(Data items)
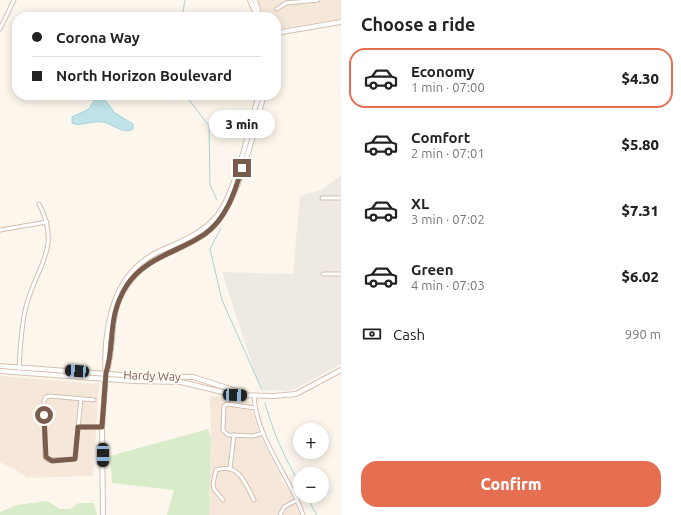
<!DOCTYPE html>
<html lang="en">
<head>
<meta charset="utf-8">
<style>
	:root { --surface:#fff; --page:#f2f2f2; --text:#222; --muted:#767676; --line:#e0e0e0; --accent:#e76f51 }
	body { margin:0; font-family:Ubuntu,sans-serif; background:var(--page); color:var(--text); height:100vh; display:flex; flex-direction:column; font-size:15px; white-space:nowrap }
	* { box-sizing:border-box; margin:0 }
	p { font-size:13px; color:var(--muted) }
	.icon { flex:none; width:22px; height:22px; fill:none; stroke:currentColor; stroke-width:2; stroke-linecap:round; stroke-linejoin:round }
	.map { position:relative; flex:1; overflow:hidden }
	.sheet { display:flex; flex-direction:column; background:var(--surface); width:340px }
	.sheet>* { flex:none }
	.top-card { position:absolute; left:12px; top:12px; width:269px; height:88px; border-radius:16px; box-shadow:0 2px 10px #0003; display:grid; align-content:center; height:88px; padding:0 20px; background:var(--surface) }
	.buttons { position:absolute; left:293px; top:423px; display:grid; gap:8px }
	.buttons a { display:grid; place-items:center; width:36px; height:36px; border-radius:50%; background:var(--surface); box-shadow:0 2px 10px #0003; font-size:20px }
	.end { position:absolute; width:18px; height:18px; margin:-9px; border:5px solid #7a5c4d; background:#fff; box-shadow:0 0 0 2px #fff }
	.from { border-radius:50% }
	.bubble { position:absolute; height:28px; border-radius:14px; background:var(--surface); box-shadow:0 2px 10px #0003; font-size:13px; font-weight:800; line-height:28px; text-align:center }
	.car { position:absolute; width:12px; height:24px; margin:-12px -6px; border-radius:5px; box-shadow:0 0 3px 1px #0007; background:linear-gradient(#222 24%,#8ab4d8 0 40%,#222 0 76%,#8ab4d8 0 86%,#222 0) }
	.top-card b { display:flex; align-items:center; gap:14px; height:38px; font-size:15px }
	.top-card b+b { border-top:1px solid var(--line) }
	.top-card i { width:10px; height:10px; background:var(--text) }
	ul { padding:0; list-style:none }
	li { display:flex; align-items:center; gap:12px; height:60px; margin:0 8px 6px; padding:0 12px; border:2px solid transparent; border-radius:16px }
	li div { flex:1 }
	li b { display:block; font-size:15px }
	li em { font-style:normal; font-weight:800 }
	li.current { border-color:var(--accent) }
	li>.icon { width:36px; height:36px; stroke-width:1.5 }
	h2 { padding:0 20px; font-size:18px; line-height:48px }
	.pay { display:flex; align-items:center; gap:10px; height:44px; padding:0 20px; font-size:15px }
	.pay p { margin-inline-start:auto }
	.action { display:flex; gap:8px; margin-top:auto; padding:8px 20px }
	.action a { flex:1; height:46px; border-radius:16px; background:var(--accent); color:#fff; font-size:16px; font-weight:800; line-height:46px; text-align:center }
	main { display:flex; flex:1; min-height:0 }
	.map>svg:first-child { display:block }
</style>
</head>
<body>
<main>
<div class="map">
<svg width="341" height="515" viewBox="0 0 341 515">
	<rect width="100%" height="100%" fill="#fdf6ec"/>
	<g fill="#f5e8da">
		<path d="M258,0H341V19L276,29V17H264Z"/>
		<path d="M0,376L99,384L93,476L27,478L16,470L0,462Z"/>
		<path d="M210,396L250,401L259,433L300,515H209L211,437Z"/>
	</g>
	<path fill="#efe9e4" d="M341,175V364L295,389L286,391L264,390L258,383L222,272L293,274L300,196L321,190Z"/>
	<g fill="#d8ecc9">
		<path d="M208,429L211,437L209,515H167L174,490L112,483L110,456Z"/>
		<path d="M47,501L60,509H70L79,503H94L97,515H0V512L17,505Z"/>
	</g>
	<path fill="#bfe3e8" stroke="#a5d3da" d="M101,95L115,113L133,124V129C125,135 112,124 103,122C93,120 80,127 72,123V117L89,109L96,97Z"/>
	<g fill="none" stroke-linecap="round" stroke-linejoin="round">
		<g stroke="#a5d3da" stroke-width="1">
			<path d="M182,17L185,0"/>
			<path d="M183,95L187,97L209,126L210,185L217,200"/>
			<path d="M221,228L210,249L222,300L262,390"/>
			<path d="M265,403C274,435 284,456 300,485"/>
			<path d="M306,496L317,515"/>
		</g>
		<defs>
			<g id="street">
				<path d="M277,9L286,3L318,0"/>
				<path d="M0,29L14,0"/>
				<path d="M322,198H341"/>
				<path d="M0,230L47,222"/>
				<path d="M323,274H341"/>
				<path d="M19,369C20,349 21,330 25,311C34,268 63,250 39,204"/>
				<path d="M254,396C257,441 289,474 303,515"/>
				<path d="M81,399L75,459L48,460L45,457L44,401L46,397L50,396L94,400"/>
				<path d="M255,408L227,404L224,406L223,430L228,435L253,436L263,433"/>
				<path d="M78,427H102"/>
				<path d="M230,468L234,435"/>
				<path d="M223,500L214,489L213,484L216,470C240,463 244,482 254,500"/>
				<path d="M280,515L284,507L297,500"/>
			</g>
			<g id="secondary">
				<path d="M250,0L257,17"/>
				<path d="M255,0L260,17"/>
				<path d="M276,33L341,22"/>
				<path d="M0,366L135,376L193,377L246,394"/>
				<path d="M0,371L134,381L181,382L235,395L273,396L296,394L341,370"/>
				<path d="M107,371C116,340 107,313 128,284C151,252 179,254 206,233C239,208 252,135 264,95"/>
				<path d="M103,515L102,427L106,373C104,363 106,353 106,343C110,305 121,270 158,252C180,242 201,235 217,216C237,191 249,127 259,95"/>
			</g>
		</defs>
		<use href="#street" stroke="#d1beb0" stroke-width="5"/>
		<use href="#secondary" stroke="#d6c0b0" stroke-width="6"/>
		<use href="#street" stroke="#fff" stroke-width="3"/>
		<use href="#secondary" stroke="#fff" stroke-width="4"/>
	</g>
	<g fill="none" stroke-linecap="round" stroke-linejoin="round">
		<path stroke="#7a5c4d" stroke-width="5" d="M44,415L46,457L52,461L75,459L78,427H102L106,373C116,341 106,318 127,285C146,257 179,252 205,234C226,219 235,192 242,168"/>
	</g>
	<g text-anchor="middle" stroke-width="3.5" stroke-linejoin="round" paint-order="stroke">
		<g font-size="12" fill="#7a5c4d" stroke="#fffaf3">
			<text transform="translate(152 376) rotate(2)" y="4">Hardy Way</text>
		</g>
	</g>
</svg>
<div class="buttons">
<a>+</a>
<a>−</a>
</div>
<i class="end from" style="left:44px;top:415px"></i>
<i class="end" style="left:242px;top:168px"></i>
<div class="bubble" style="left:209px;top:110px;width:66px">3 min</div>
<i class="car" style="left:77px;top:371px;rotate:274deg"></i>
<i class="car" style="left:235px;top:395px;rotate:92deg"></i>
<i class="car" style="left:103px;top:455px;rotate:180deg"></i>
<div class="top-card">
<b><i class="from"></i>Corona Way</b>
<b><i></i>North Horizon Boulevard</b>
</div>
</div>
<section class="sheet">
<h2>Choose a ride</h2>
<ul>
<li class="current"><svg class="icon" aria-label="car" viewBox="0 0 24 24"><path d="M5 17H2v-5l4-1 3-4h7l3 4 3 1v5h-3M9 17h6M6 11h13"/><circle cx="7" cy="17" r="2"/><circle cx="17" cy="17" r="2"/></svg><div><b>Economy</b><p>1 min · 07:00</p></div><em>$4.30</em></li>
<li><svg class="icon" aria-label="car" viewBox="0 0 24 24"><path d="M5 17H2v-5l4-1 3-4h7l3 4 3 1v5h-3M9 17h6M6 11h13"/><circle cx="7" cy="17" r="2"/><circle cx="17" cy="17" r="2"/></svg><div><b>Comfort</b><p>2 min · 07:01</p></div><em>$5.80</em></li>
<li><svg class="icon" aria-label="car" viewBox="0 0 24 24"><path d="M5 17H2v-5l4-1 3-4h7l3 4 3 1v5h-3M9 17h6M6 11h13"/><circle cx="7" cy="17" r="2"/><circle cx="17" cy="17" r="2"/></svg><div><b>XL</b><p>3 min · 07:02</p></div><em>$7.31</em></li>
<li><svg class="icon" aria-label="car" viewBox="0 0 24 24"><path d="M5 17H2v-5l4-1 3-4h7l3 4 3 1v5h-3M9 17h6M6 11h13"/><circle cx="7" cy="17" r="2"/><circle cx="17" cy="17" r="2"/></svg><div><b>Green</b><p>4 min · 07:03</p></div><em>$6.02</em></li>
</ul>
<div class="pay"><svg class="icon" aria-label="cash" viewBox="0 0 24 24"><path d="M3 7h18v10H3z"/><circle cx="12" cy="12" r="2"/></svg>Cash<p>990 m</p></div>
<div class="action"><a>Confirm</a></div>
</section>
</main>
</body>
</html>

*What the task requires:* Output the number of lines above holding the word "bubble", and nothing besides it.

*Answer below:* 2